Fission and fusion processes of particle clusters occur in many areas of physics and chemistry from subnuclear to astronomic length scales. Here we study fission and fusion of magnetic microswimmer clusters as governed by their hydrodynamic and dipolar interactions. Rich scenarios are found that depend crucially on whether the swimmer is a pusher or a puller.
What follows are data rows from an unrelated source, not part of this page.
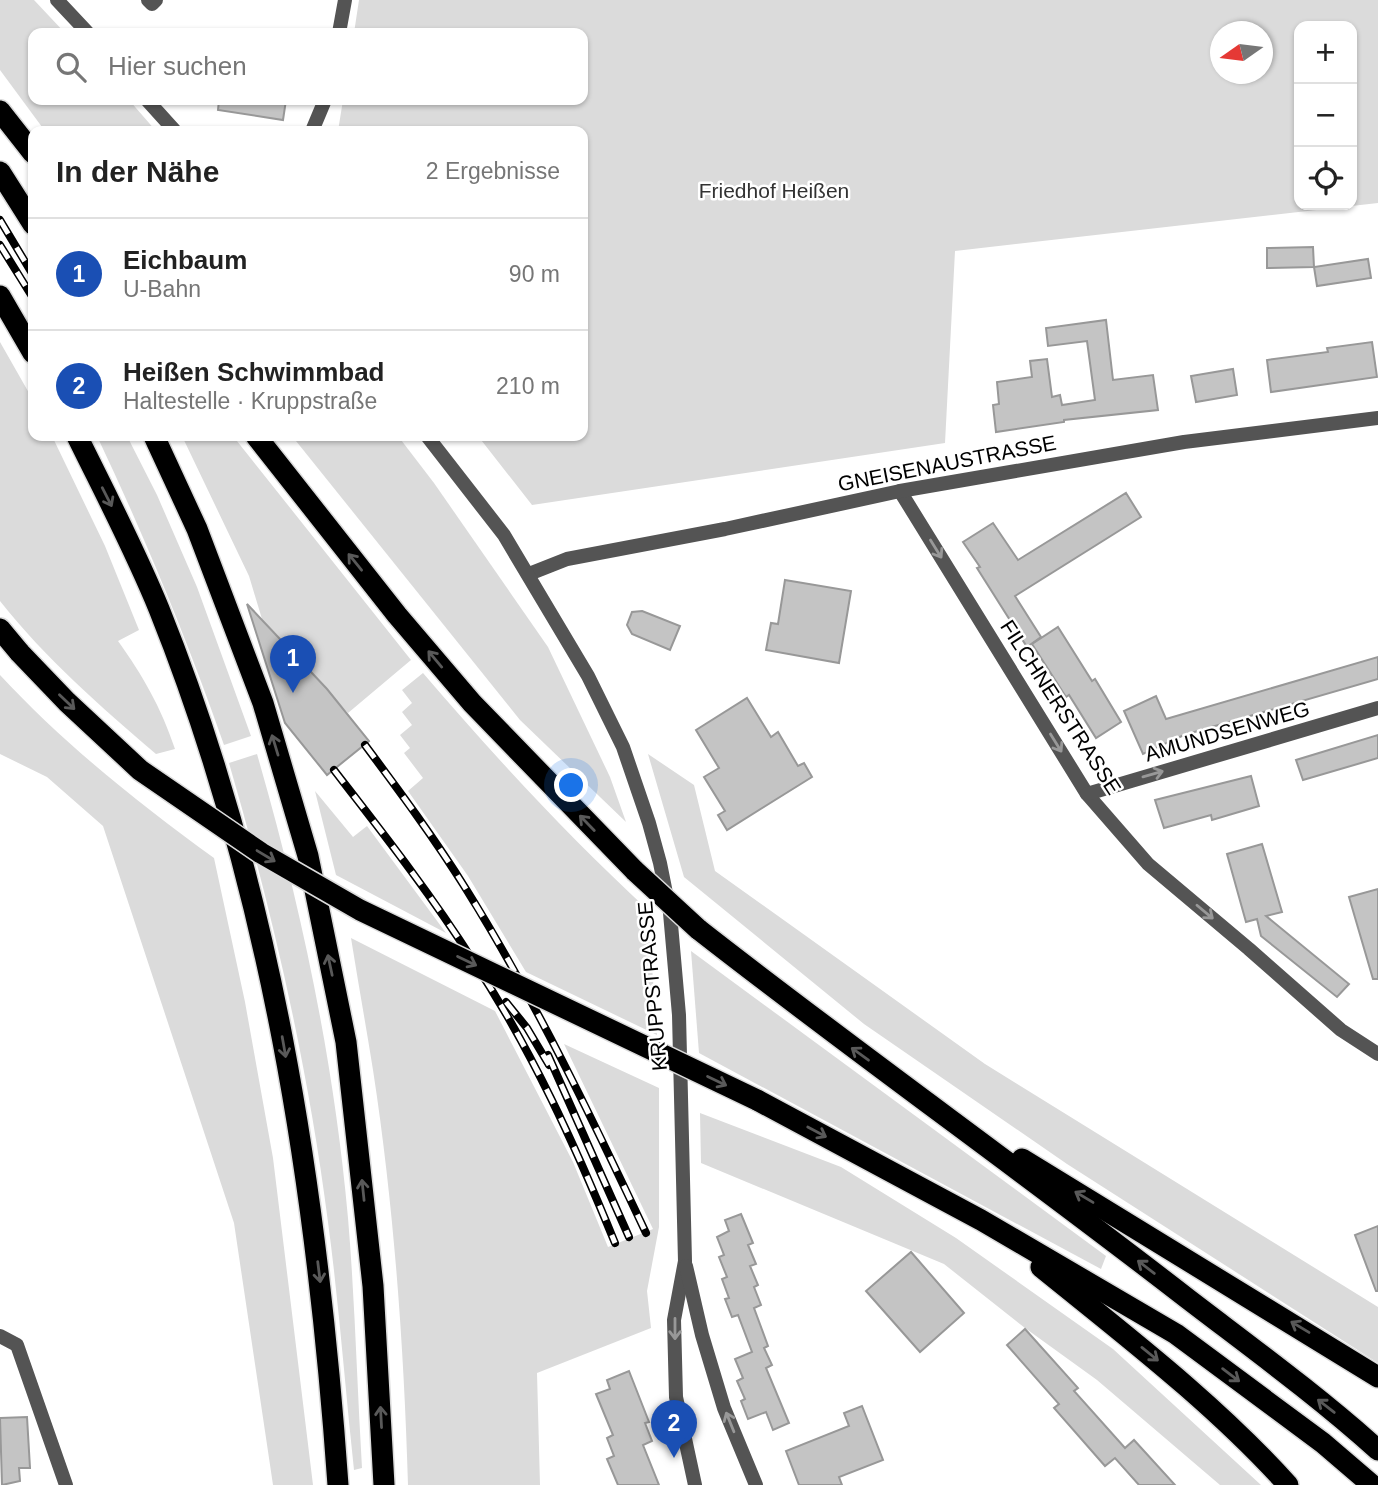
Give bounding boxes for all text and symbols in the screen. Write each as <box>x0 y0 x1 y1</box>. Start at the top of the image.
north arrow <box>1210 21 1273 84</box>
map controls <box>1294 21 1357 210</box>
button: + <box>1294 21 1357 84</box>
search box <box>28 28 588 105</box>
icon: search <box>52 48 90 86</box>
text: Hier suchen <box>108 51 247 81</box>
button: − <box>1294 84 1357 147</box>
button: locate <box>1294 147 1357 210</box>
text: In der Nähe <box>56 155 219 188</box>
text: 2 Ergebnisse <box>426 158 560 184</box>
park label: Friedhof Heißen <box>699 179 849 202</box>
text: Eichbaum <box>123 245 247 275</box>
text: 1 <box>73 261 85 287</box>
text: 90 m <box>509 261 560 287</box>
text: U-Bahn <box>123 276 201 302</box>
text: Heißen Schwimmbad <box>123 357 385 387</box>
text: 2 <box>73 373 85 399</box>
text: 210 m <box>496 373 560 399</box>
text: Haltestelle · Kruppstraße <box>123 388 377 414</box>
street label: GNEISENAUSTRASSE <box>836 431 1058 495</box>
one-way arrow <box>101 486 115 507</box>
one-way arrow <box>930 539 944 559</box>
one-way arrow <box>347 553 362 571</box>
street label: FILCHNERSTRASSE <box>996 616 1126 798</box>
pin: 1 <box>270 635 316 693</box>
one-way arrow <box>427 650 443 668</box>
one-way arrow <box>58 694 75 711</box>
street label: AMUNDSENWEG <box>1142 696 1312 766</box>
one-way arrow <box>1049 732 1063 752</box>
one-way arrow <box>268 734 281 756</box>
one-way arrow <box>1141 767 1163 780</box>
your location <box>554 768 588 802</box>
one-way arrow <box>579 814 596 831</box>
one-way arrow <box>255 849 275 863</box>
street label: KRUPPSTRASSE <box>633 900 671 1072</box>
one-way arrow <box>1196 904 1214 920</box>
one-way arrow <box>323 954 337 977</box>
one-way arrow <box>456 955 477 968</box>
one-way arrow <box>278 1035 291 1058</box>
one-way arrow <box>851 1047 870 1061</box>
one-way arrow <box>706 1075 727 1088</box>
one-way arrow <box>806 1126 827 1139</box>
one-way arrow <box>356 1179 369 1202</box>
one-way arrow <box>1075 1189 1095 1203</box>
one-way arrow <box>1138 1259 1156 1274</box>
one-way arrow <box>312 1260 325 1283</box>
one-way arrow <box>668 1317 682 1340</box>
one-way arrow <box>1290 1320 1310 1334</box>
one-way arrow <box>1140 1347 1158 1362</box>
one-way arrow <box>1221 1368 1240 1382</box>
one-way arrow <box>1318 1398 1336 1413</box>
pin: 2 <box>651 1400 697 1458</box>
one-way arrow <box>374 1406 387 1429</box>
one-way arrow <box>722 1411 735 1433</box>

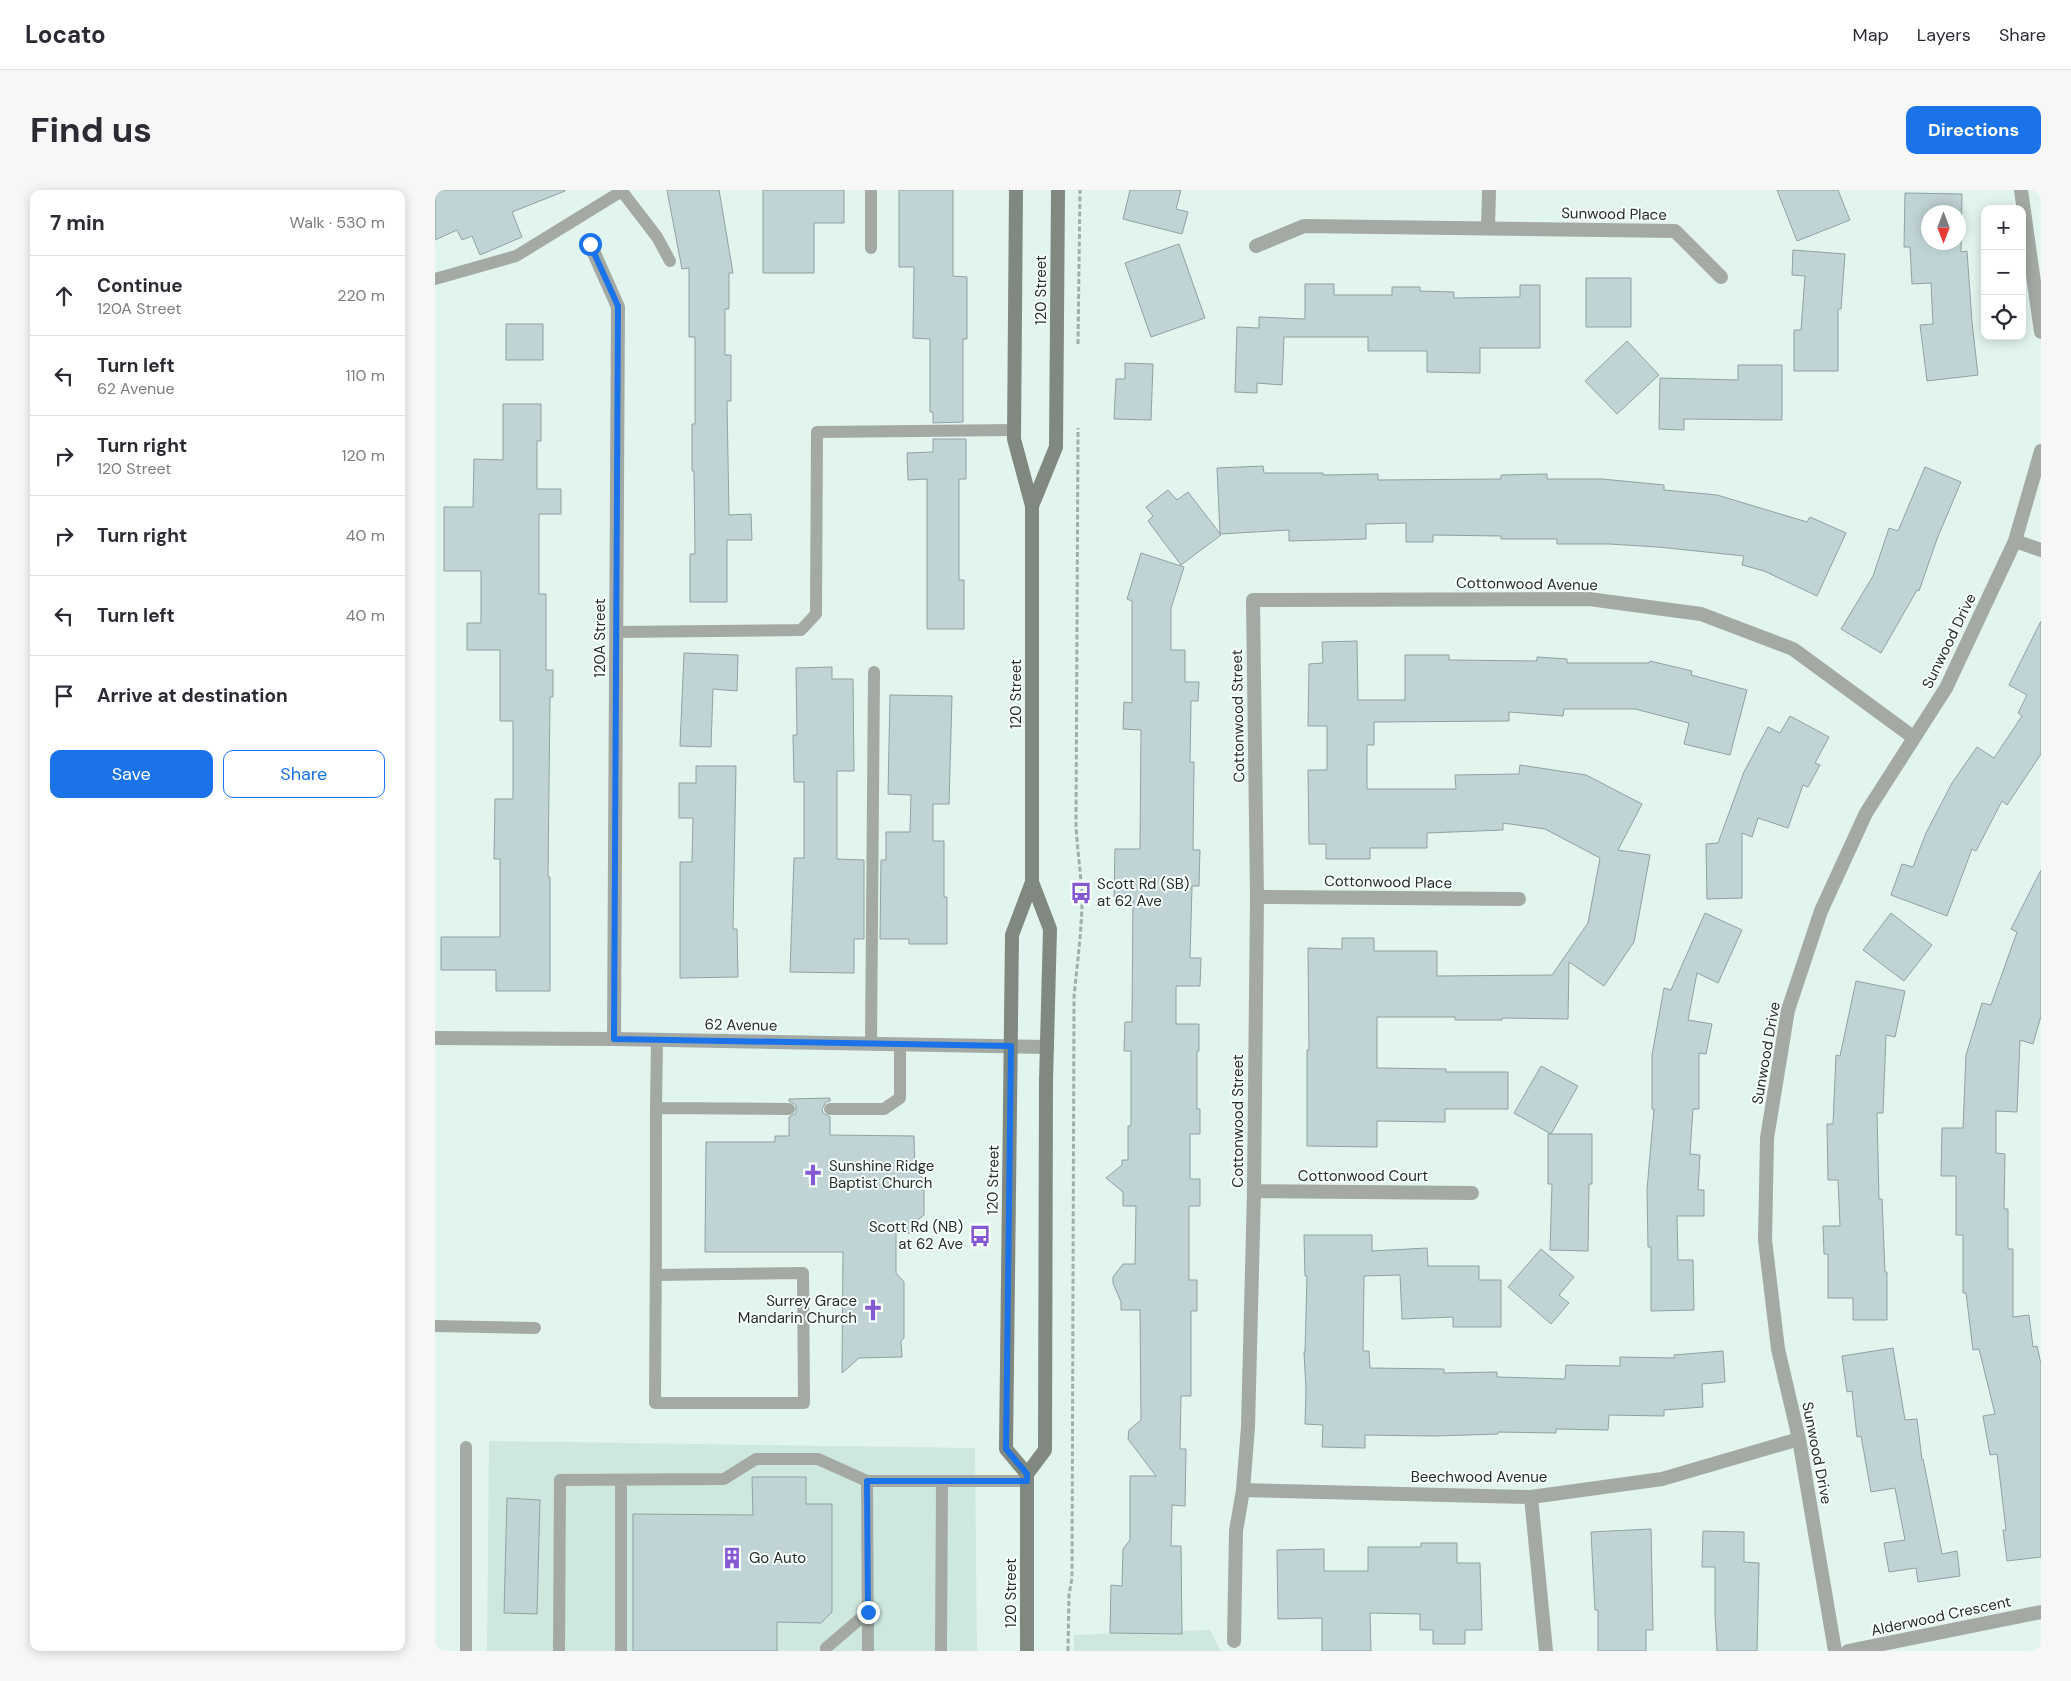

In particular a linear magnetic chain of pullers is stable while a pusher chain shows a cascade of fission (or disassembly) processes as the self-propulsion velocity is increased. Contrarily, magnetic ring clusters show fission for any type of swimmer. Moreover, we find a plethora of possible fusion (or assembly) scenarios if a single swimmer collides with a ringlike cluster and two rings spontaneously collide. Our predictions are obtained by computer simulations and verifiable in experiments on active colloidal Janus particles and magnetotactic bacteria.

Suggested Citation

  • Francisca Guzmán-Lastra & Andreas Kaiser & Hartmut Löwen, 2016. "Fission and fusion scenarios for magnetic microswimmer clusters," Nature Communications, Nature, vol. 7(1), pages 1-11, December.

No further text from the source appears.